Plus two missing tables that the code happily referenced as if they existed: created them via the CLI with the schemas the existing service module already expected.

The fix

Mostly mechanical. For each "GSI doesn't exist but table has the right HASH key" case, just delete the IndexName line:

// before
$result = $db->query('checkonmine_pings', [
    'IndexName' => 'user_id-index',
    'KeyConditionExpression' => 'user_id = :u',
    ...
]);

// after
$result = $db->query('checkonmine_pings', [
    'KeyConditionExpression' => 'user_id = :u',
    ...
]);

For the "GSI doesn't exist and access pattern is rare" cases, swap Query for Scan + FilterExpression. Not the right answer on a hot table, but for an admin error-log lookup that runs maybe once a week it's fine.

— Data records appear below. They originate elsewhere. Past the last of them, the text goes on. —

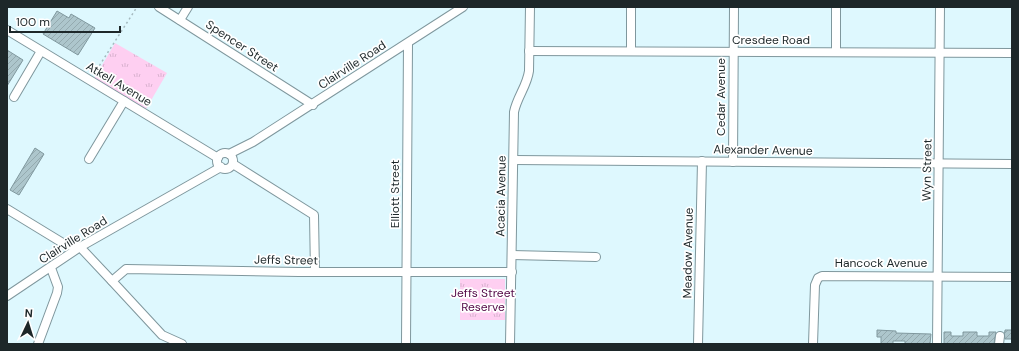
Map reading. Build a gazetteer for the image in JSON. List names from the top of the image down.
{
  "streets": {
    "street": [
      "Cresdee Road",
      "Spencer Street",
      "Clairville Road",
      "Atkell Avenue",
      "Cedar Avenue",
      "Alexander Avenue",
      "Wyn Street",
      "Elliott Street",
      "Acacia Avenue",
      "Meadow Avenue",
      "Jeffs Street",
      "Hancock Avenue"
    ]
  },
  "crossings": [
    ["Cresdee Road", "Cedar Avenue"],
    ["Cresdee Road", "Wyn Street"],
    ["Cresdee Road", "Acacia Avenue"],
    ["Spencer Street", "Clairville Road"],
    ["Clairville Road", "Atkell Avenue"],
    ["Clairville Road", "Elliott Street"],
    ["Cedar Avenue", "Alexander Avenue"],
    ["Alexander Avenue", "Wyn Street"],
    ["Alexander Avenue", "Acacia Avenue"],
    ["Alexander Avenue", "Meadow Avenue"],
    ["Wyn Street", "Hancock Avenue"],
    ["Elliott Street", "Jeffs Street"],
    ["Acacia Avenue", "Jeffs Street"]
  ],
  "parks": ["Jeffs Street Reserve"],
  "scale_bar": "100 m",
  "north": "top"
}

For the two missing tables, aws dynamodb create-table with BillingMode=PAY_PER_REQUEST and SSE on. No CloudFormation — this codebase doesn't manage tables that way and I wasn't going to introduce it for two tables.

What I'd do differently

The script that found these is now part of the repo as audit_indexes.py. Re-running it after any major code change takes about three seconds and catches the next bug like this before deploy.

The pattern of "I copy-pasted a working query and didn't question the IndexName line" is going to happen forever, on every team. The defense is automation, not vigilance. Anything you've ever found by reading the code, you should be able to re-find by running a script.